§ Saved data entries
########################################

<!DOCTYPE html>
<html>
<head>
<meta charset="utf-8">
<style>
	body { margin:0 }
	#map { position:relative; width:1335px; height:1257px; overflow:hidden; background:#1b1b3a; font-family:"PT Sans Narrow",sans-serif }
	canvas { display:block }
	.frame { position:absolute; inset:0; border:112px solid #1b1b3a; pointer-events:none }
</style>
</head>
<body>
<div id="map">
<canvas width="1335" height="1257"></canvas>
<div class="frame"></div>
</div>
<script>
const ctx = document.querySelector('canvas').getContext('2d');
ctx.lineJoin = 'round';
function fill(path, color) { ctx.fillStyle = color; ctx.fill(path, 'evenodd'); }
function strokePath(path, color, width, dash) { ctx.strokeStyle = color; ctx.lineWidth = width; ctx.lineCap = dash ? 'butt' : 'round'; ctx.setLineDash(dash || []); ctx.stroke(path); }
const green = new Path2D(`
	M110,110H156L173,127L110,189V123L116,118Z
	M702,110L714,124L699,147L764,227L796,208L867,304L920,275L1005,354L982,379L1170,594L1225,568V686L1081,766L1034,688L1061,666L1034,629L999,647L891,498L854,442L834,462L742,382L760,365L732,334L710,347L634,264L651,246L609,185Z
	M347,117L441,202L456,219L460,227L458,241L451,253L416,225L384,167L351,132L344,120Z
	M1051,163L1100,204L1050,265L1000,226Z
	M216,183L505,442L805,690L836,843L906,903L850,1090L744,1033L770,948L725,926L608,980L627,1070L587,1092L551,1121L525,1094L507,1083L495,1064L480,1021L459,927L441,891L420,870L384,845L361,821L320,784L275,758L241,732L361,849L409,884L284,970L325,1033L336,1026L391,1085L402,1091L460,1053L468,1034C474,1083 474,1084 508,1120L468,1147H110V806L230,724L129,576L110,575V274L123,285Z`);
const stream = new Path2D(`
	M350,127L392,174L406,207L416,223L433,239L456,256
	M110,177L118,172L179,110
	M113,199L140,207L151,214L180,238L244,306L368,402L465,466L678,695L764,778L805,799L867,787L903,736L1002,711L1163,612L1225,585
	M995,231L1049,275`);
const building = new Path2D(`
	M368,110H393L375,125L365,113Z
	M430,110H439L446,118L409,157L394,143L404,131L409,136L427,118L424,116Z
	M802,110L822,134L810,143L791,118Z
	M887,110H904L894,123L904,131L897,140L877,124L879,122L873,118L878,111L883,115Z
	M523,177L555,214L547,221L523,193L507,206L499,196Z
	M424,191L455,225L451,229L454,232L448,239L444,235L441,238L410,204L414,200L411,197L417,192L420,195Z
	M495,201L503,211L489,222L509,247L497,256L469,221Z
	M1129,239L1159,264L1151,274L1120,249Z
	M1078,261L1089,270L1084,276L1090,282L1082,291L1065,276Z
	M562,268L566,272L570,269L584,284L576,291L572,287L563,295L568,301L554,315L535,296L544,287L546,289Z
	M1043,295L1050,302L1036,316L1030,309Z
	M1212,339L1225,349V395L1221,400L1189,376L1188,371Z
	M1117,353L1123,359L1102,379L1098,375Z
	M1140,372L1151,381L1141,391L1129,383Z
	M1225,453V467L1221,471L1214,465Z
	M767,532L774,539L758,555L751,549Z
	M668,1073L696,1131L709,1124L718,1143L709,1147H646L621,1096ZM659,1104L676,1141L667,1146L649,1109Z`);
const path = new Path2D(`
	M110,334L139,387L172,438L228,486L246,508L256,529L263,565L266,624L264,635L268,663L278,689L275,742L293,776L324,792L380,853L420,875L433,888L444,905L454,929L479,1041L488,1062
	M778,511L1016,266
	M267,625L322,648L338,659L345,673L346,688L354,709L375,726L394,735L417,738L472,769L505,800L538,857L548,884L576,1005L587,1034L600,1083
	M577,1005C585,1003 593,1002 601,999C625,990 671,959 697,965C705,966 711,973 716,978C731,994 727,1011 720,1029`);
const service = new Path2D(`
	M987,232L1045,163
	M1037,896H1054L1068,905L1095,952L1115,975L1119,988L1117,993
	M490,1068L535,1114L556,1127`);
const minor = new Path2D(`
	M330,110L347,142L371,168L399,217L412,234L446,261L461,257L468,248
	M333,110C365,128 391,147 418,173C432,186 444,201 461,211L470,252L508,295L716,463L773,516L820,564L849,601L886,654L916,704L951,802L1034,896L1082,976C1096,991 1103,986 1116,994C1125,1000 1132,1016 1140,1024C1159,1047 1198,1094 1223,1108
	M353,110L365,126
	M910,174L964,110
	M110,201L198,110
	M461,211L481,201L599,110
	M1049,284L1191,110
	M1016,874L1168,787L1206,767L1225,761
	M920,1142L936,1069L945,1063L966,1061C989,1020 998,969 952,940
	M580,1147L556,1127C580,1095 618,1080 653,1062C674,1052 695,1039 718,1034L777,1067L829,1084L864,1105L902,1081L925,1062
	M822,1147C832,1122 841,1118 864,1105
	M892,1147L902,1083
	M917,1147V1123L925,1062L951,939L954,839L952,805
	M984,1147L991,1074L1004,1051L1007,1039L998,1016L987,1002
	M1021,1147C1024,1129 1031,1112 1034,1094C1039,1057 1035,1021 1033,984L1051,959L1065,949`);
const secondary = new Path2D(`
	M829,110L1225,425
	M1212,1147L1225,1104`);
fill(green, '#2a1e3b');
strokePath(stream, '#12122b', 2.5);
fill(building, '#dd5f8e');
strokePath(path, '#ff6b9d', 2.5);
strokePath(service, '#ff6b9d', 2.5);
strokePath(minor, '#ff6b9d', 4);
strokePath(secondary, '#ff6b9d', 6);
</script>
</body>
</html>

########################################

§ Task requirements
Copy out each line carrying the string "canvas" from the data.

§ Answer space
	canvas { display:block }
<canvas width="1335" height="1257"></canvas>
const ctx = document.querySelector('canvas').getContext('2d');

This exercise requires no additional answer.